He complains of a bilateral burning sensation in his lower extremities, and a quick exam finds cyanosis in his lips and nail beds. He denies any trauma. He is hyperventilating at a rate of 32. His blood pressure is normal, 120/80, and he has a pulse rate of 80. He reports being an athletic and otherwise-healthy individual. He then mentions that he has recently self-lanced a boil on his posterior upper right leg. An exam of the area shows a slight rash at the site.

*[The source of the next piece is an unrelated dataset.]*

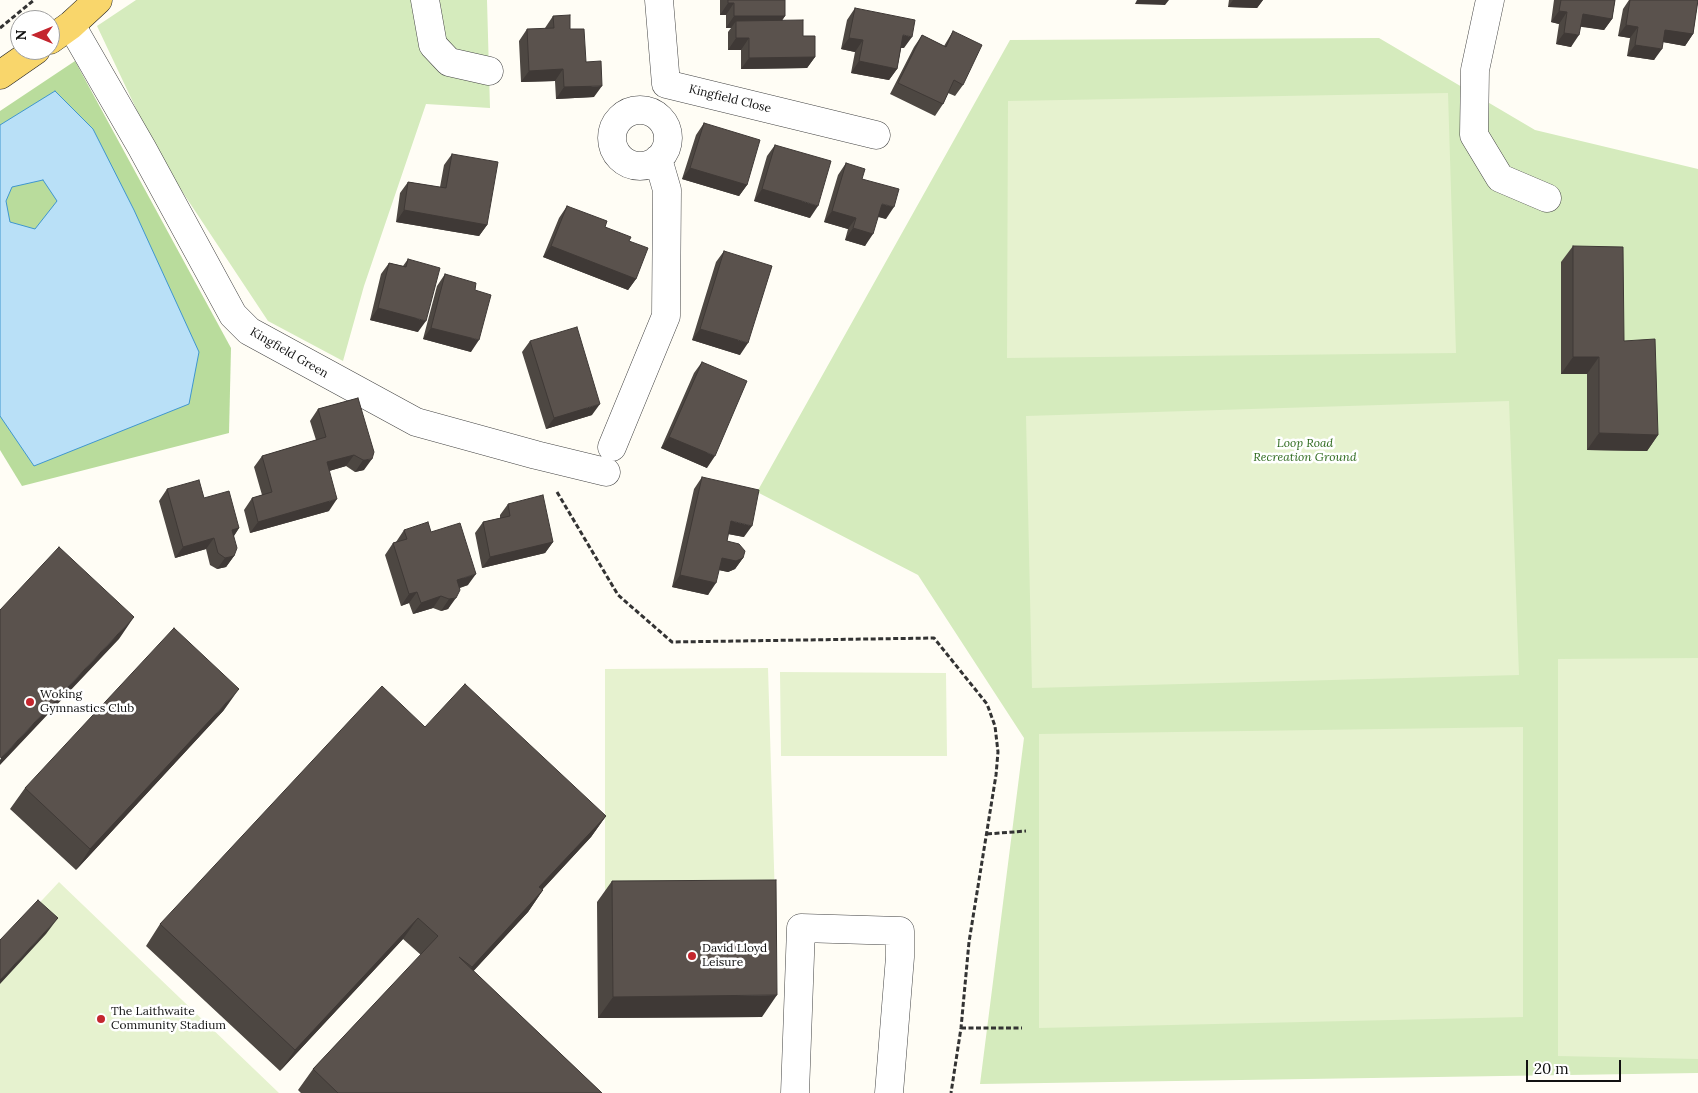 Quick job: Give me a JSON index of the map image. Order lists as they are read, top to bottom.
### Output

A family friend arrives and is somewhat uncooperative when questioned about any medical history and her relationship with the patient. She does mention that she believes he was seeing a psychiatrist at one time and was on psych drugs.
Impressions
The agitation, limited history and otherwise-benign symptoms initially lead crews to believe this is a relatively insignificant call with possible psychiatric overtones. It appears this is a simple hyperventilation call, possibly brought on by an emotional crisis. This conclusion, however, proves incorrect.
Hospital
The patient is placed on oxygen via a non-rebreather mask and transported, nonemergency, to the closest hospital. Transport takes less than five minutes. Upon arrival at the ED, a more detailed physical exam under better lighting conditions shows the patient to be ashen gray, with pronounced cyanosis. His vitals drop during transport, and he loses a measurable blood pressure in the ED. He is intubated and placed on life support. Within two hours, his right leg turns black from gangrene.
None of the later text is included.